A prisão de Gabriel Mota Braga foi mantida pelo Supremo Tribunal Federal, que rejeitou o pedido de soltura apresentado pela defesa. Ele é apontado como mandante do assassinato do empresário Josionaldo Ferreira de Araújo, executado dentro do Shopping Popular, em Cuiabá, em dezembro de 2022.
A decisão foi assinada pela ministra Cármen Lúcia, que afastou os argumentos de excesso de prazo e de problemas de saúde. Para a magistrada, a gravidade do caso e o risco à ordem pública justificam a manutenção da custódia.
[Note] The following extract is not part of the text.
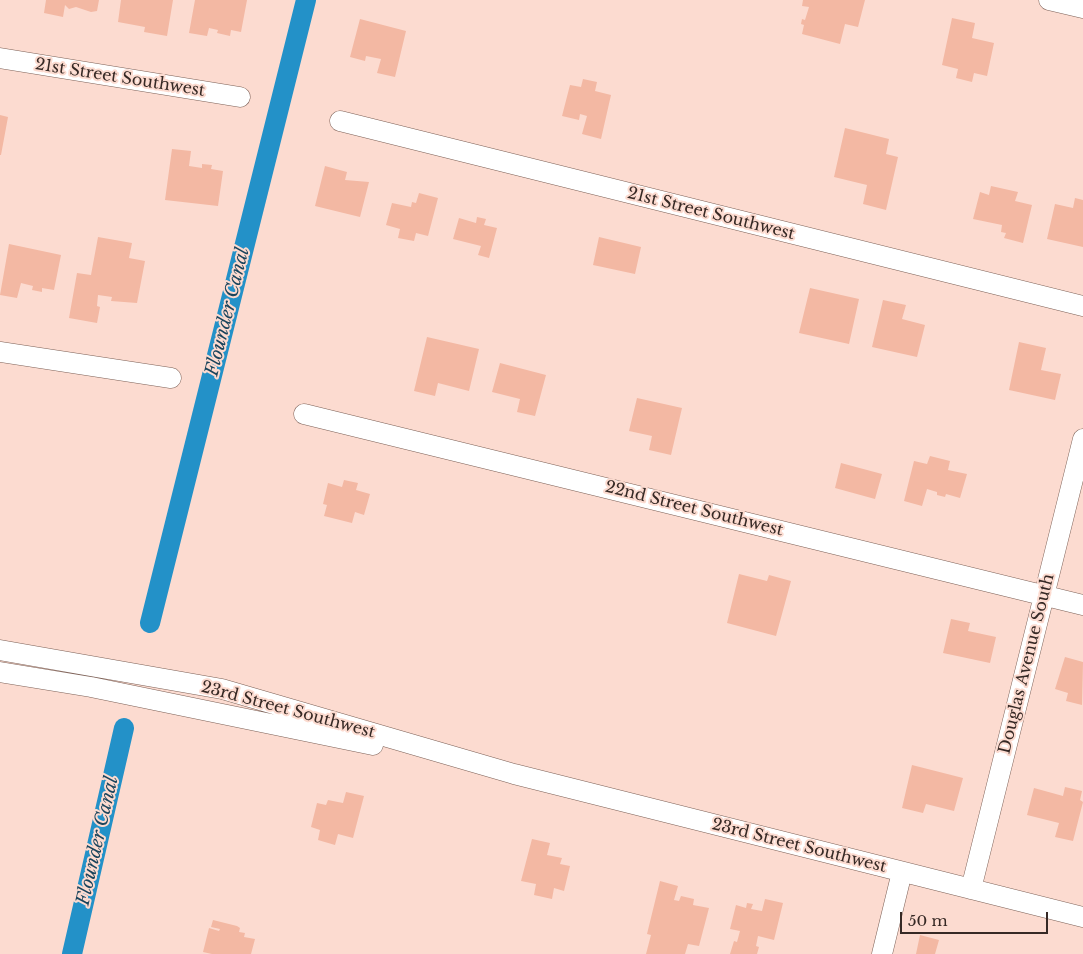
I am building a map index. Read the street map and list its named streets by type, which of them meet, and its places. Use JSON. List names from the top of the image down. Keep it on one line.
{"streets":{"street":["21st Street Southwest","22nd Street Southwest","Douglas Avenue South","23rd Street Southwest"]},"crossings":[["22nd Street Southwest","Douglas Avenue South"],["Douglas Avenue South","23rd Street Southwest"]],"water":["Flounder Canal"],"scale_bar":"50 m"}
Segundo a defesa, Gabriel sofre de hérnia umbilical e estaria preso há mais de um ano sem julgamento definitivo. Os advogados pediam liberdade imediata ou, alternativamente, prisão domiciliar. A ministra, no entanto, destacou que não há comprovação de que o tratamento médico não possa ser realizado dentro do sistema prisional.
No despacho, Cármen Lúcia também ressaltou que a ação penal é considerada complexa. O processo reúne seis réus e ultrapassa nove mil páginas, o que, conforme registrado na decisão, impacta no tempo de tramitação. Esse ponto foi usado para rebater a tese de demora injustificada.
Outro trecho do documento chama atenção para o suposto papel de liderança atribuído ao investigado. Conforme informações do próprio processo, Gabriel teria determinado a execução do empresário para assegurar o domínio da facção Comando Vermelho na região. A vítima, segundo os autos, teria descumprido regras impostas pelo grupo criminoso.
A ministra citou ainda indícios de que o executor foi trazido de outro estado, a Bahia, com a finalidade específica de cumprir a ordem. Esse elemento, de acordo com a decisão, reforça a necessidade de interromper a atuação de integrantes de organização criminosa, fundamento previsto na legislação penal para manutenção da prisão preventiva.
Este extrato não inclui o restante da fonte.